Sharon's Terror Child: How the Likud Bloc Mid-wifed the Birth of Hamas
Hamas is considered one of Israel's greatest threats, but the Islamic terrorist organization found its beginnings in the misguided Israeli effort to encourage the rise of a religious alternative that would undermine the popularity of the Palestine Liberation Organization and Yasir Arafat.
The strategy resulted in the birth of Hamas which rose from these Islamic roots. Israeli Prime Minister Ariel Sharon was a member of the government when the policy was developed in the late 1970s.
Although Sharon and his Likud (formerly Herut Party) government colleagues could not anticipate that the Islamic leaders they backed would eventually evolve into Hamas and suicde bombings, the two have benefited from each other's extremism over the years.

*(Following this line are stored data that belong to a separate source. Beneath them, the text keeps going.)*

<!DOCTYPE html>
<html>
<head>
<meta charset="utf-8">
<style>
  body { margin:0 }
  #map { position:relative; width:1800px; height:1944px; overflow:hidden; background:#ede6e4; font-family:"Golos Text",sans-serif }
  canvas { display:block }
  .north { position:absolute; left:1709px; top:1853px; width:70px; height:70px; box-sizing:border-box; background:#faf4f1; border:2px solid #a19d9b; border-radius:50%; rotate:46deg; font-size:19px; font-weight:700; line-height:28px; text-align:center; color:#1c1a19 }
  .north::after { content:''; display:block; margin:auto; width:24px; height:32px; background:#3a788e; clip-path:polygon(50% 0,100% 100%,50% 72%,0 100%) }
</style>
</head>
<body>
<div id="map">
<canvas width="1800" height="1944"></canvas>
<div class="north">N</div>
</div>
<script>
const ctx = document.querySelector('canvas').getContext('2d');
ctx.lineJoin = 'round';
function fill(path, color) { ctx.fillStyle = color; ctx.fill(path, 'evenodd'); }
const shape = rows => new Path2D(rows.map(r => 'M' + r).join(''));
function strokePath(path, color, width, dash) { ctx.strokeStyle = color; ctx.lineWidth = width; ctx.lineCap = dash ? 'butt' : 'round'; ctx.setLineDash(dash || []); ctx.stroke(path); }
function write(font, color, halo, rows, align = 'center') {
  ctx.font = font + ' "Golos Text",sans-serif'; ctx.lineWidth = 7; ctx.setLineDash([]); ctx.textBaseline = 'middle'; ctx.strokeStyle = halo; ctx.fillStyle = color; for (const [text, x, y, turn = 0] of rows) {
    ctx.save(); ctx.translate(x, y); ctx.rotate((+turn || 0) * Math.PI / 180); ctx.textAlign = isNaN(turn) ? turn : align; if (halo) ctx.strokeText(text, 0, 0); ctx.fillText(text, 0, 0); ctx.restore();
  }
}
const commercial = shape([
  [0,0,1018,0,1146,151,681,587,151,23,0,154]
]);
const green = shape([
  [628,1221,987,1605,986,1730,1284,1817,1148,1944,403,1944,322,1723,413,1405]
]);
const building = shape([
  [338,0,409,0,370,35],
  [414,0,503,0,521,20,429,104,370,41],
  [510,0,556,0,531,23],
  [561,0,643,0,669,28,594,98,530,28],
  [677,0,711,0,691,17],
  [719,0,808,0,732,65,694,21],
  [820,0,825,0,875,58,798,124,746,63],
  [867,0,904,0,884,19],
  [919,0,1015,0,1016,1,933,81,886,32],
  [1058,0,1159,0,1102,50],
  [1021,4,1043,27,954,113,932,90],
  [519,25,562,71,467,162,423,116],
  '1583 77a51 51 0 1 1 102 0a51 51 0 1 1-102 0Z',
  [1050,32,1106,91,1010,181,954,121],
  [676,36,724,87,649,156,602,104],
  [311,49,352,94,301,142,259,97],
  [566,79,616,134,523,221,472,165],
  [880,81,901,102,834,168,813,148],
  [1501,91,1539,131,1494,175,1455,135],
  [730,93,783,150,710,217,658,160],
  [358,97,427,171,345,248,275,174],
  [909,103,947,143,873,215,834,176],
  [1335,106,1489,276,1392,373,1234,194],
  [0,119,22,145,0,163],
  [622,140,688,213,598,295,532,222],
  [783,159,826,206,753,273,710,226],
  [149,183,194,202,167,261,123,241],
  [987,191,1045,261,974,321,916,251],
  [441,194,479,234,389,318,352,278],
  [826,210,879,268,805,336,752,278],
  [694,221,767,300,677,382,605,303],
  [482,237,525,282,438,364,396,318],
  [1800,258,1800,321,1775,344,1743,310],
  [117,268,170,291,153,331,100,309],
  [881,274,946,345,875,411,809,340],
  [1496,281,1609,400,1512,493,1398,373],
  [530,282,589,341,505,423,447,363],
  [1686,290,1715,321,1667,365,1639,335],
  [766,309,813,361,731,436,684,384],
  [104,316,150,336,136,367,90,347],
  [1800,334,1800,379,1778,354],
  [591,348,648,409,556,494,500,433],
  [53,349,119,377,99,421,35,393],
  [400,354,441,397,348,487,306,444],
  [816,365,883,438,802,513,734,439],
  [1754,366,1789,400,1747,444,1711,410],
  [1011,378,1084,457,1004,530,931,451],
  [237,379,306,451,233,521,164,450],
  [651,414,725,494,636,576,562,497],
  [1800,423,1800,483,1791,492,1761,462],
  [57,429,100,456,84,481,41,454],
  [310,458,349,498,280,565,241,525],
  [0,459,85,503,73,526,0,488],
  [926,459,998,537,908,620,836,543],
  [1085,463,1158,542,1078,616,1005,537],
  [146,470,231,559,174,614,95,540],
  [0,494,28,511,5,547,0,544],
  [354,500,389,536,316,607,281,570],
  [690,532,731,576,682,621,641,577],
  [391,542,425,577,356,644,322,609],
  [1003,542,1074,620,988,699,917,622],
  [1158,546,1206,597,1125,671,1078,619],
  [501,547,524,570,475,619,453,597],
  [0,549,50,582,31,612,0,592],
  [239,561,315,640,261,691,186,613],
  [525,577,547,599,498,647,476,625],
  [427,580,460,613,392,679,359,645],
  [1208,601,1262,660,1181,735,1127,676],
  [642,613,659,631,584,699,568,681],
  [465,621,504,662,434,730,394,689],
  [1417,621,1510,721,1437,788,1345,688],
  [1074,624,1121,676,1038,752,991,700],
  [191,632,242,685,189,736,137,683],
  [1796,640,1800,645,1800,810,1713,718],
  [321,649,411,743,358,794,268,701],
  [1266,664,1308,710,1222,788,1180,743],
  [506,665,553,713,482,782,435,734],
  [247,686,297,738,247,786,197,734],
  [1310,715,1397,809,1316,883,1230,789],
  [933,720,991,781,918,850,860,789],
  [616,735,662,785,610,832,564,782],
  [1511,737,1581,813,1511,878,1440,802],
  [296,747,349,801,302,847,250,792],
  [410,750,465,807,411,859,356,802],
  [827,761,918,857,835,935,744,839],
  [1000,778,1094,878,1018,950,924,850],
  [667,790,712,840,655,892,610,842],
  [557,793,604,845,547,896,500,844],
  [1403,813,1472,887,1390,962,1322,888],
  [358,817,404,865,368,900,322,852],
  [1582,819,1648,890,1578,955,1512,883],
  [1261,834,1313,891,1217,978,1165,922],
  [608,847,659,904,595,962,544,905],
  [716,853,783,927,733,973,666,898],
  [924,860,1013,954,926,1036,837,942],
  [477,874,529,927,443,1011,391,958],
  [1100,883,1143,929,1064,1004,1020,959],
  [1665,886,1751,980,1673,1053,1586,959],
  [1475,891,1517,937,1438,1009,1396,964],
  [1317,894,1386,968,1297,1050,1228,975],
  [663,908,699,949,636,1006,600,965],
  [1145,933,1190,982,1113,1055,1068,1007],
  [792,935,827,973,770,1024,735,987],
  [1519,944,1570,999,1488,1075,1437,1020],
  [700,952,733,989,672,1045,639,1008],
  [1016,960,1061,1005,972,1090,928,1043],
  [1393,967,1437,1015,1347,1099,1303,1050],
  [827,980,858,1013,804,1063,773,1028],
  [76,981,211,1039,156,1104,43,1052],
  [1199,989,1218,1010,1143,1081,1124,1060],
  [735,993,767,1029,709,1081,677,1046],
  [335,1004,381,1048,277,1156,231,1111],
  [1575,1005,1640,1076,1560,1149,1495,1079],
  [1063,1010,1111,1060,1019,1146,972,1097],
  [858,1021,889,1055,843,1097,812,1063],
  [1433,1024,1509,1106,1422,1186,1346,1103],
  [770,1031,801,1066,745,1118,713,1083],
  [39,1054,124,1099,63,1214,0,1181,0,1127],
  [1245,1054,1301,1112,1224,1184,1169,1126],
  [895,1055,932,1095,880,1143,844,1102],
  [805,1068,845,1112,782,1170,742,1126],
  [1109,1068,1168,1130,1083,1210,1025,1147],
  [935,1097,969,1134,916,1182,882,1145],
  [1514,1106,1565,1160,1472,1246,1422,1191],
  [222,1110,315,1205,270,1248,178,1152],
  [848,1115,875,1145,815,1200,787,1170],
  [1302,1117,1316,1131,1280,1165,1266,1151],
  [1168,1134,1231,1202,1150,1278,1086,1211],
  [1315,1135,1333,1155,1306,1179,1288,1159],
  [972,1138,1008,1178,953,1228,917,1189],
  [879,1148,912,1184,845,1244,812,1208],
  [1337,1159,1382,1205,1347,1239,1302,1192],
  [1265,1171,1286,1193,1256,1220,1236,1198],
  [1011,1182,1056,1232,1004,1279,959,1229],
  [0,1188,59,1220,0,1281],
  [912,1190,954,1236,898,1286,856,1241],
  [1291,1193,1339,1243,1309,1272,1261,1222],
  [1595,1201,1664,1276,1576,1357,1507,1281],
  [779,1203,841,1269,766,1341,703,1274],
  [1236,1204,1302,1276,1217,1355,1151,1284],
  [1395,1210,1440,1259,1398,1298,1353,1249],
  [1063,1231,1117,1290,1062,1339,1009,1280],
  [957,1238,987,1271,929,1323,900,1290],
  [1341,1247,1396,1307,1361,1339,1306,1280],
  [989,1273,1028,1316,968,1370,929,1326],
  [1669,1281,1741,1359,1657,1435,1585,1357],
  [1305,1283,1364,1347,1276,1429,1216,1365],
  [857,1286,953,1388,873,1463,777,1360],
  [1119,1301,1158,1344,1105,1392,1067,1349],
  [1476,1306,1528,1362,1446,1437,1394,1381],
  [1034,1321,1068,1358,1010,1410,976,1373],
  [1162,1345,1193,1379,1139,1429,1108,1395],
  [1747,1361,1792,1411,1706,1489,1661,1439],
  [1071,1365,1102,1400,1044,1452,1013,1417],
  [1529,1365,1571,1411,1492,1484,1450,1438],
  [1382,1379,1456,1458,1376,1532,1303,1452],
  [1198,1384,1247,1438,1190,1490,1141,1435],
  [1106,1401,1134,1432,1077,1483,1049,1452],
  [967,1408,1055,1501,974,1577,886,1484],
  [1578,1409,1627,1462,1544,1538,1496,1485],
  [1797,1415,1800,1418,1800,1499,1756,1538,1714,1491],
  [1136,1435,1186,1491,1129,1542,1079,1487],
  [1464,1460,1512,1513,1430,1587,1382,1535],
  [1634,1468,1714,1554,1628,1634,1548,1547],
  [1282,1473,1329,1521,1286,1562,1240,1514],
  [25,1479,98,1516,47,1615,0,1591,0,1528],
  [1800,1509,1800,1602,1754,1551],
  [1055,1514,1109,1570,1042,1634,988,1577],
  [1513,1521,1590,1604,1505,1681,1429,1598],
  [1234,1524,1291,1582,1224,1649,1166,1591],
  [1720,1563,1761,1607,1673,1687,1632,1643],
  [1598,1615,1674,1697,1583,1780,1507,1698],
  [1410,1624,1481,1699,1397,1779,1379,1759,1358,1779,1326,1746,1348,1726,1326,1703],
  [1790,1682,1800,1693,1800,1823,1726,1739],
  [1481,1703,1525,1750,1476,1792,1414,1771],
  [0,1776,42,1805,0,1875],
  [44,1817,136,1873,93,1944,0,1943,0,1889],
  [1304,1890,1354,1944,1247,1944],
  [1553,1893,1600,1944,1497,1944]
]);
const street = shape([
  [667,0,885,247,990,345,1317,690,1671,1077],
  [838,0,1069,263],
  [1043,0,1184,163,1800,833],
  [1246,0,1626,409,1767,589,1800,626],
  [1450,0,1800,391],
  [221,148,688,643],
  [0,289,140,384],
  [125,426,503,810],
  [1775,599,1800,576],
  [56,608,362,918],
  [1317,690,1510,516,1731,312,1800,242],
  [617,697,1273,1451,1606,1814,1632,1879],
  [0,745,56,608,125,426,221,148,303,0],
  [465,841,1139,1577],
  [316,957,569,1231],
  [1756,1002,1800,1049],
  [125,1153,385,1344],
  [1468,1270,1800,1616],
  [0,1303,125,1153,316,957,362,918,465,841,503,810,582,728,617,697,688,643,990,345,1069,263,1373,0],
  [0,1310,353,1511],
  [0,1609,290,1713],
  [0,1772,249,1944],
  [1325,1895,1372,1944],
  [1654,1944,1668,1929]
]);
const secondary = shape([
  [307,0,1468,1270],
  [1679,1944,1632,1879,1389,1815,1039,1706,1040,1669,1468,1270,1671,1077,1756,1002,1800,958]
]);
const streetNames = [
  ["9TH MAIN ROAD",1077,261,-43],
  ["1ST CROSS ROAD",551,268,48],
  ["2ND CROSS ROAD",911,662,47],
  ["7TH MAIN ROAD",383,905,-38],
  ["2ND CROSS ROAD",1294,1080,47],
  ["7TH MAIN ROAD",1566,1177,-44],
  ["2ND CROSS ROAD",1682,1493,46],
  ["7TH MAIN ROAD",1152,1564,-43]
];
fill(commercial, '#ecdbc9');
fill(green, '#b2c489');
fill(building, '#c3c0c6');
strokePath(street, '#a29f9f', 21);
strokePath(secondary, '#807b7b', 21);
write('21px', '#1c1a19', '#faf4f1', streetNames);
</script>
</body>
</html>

The Likud strategy to promote an Islamic alternative evolved in response to Arafat's transformation from a revolutionary leader to the "sole legitimate representative" of the Palestinian people. Arafat was anointed as the only person who could negotiate for the return of the Occupied West Bank, Gaza Strip and Arab East Jerusalem at the Rabat Arab Summit in October 1974.

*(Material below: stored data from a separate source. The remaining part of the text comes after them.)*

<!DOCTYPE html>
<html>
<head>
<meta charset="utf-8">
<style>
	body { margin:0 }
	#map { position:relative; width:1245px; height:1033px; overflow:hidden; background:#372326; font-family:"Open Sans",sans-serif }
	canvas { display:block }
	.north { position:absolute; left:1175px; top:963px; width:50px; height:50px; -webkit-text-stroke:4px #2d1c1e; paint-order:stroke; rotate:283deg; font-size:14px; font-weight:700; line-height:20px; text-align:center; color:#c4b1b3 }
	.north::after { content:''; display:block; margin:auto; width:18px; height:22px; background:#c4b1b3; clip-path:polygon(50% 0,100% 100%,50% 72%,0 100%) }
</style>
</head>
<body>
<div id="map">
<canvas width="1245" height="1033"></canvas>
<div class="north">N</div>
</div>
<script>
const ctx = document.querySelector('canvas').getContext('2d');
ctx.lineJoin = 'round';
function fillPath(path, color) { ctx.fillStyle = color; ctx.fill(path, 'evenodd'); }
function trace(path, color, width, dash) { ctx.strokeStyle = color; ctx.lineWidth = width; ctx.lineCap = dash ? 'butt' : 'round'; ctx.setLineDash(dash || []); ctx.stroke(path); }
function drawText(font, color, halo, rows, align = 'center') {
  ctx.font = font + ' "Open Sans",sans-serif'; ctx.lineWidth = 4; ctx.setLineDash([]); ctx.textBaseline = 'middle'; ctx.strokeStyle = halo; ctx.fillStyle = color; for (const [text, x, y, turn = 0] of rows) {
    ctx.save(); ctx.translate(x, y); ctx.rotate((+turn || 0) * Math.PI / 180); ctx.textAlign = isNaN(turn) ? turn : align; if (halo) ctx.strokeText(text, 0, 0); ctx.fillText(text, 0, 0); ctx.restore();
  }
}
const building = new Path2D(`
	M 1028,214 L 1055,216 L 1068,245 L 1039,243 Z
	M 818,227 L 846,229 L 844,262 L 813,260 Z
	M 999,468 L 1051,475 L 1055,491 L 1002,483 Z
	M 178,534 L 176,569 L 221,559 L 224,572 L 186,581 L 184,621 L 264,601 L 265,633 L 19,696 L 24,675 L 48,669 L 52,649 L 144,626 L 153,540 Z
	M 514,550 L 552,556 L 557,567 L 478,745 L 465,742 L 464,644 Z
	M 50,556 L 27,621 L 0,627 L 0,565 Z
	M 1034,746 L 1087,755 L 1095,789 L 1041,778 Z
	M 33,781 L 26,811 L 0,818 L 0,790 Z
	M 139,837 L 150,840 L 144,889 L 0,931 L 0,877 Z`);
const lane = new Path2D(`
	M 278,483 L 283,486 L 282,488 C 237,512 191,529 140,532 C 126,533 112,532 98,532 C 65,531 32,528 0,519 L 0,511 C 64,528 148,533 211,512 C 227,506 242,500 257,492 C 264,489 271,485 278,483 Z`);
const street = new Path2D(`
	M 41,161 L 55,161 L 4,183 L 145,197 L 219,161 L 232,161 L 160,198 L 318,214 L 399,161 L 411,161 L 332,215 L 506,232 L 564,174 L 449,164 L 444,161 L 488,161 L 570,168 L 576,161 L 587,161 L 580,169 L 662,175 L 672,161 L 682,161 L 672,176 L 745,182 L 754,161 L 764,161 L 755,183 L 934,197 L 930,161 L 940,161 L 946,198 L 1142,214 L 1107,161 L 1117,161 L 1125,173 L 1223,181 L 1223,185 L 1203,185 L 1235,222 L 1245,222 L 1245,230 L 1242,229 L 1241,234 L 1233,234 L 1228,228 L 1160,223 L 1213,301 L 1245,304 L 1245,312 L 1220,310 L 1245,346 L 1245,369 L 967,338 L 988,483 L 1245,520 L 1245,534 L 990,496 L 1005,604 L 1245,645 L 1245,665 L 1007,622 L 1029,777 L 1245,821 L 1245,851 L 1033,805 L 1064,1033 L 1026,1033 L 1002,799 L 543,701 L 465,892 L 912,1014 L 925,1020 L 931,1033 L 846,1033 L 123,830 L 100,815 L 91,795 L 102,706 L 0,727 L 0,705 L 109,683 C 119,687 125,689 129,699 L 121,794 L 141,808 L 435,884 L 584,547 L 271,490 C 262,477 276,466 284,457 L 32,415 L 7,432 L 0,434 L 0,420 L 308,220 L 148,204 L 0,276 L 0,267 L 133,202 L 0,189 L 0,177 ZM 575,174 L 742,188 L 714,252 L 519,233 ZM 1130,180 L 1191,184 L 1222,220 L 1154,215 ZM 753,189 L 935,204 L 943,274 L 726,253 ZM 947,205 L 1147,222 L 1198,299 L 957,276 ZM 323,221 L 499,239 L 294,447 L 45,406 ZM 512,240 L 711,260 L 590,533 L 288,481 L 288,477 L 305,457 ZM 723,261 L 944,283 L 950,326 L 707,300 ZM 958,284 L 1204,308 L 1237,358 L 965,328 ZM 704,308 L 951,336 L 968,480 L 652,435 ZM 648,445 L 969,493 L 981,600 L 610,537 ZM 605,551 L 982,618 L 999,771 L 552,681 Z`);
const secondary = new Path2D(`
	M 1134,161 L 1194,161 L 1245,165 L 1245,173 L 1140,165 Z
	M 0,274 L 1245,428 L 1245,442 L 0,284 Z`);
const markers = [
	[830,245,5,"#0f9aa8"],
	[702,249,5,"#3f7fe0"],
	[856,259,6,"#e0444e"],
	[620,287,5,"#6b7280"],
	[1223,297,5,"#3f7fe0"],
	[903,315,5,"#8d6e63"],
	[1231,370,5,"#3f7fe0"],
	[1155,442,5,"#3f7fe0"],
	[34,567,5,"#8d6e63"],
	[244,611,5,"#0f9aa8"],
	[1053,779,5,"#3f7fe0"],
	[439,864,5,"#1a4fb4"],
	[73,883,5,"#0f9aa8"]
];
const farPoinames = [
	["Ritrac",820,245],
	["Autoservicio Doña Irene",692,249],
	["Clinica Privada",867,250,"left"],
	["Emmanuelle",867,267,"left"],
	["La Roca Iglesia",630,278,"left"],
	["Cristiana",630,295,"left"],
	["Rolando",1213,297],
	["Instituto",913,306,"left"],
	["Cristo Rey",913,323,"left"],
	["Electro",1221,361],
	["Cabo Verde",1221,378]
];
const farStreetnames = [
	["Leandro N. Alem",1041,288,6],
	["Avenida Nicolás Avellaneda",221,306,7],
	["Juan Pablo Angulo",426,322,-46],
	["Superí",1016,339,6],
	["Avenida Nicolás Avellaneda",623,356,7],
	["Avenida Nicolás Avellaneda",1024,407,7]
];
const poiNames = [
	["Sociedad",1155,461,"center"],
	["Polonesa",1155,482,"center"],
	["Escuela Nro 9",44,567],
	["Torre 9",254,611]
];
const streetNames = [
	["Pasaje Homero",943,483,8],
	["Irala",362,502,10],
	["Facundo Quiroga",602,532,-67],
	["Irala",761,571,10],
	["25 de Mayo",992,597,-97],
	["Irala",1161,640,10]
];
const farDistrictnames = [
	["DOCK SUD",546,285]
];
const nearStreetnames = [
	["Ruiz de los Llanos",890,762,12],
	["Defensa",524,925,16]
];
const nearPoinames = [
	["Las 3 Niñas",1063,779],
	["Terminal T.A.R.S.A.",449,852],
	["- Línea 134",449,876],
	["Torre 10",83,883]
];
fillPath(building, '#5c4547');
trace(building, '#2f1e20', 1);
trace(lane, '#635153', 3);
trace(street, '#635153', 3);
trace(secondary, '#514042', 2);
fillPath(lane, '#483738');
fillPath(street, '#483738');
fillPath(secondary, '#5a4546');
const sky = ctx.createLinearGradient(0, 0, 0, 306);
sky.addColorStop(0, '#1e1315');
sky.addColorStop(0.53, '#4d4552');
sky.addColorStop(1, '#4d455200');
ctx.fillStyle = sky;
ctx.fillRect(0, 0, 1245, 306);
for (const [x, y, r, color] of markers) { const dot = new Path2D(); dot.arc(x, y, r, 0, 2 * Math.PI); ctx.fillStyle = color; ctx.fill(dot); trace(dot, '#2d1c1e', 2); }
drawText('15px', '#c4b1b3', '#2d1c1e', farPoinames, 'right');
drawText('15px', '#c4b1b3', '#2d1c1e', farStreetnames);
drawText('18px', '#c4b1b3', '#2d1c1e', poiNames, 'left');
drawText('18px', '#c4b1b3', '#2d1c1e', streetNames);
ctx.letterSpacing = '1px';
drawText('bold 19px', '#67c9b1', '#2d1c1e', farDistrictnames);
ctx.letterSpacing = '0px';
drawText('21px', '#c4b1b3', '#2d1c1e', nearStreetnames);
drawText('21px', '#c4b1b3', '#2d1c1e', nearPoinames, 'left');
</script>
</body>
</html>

In addition to hoping to turn the Palestinian masses away from Arafat and the PLO, the Likud leadership believed they could achieve a workable alliance with Islamic, anti-Arafat forces that would also extend Israel's control over the occupied territories. At the time, the Islamicization of the Palestinian leadership was still very much in its infancy.
There is a real irony in the transformation of Yassin's organization from a benevolent religious foundation to a guerrilla movement. Begin and his successor, Yitzhak Shamir, had both headed the first two terrorist organizations to operate in Palestine during the 1940s. Shamir had led the Stern Gang while Begin led the larger Irgun Zvi Leuhmi. The two groups worked in tandem and were responsible for introduction of terrorist techniques into Palestine including car bombings, assassinations, kidnappings, hijackings of military vehicles and the lynching of British soldiers in the olive groves outside of Jerusalem. They were responsible for the near destruction of the car-bombed King David Hotel and for the massacre of civilians at the Palestinian village of Deir Yassin near Jerusalem.
Begin and Shamir understood exactly what they had created. Knesset Member Avraham Poraz (Shinui) was among a litany of Israeli leaders who blamed Likud for Hamas. "The Likud has got Hamas on its hands because it refused to talk to the PLO," he said.
Hamas quickly found itself in competition with another religious group banned by Israel, Islamic Jihad. Both sought to disrupt the occupation and seize Palestinian leadership from Arafat.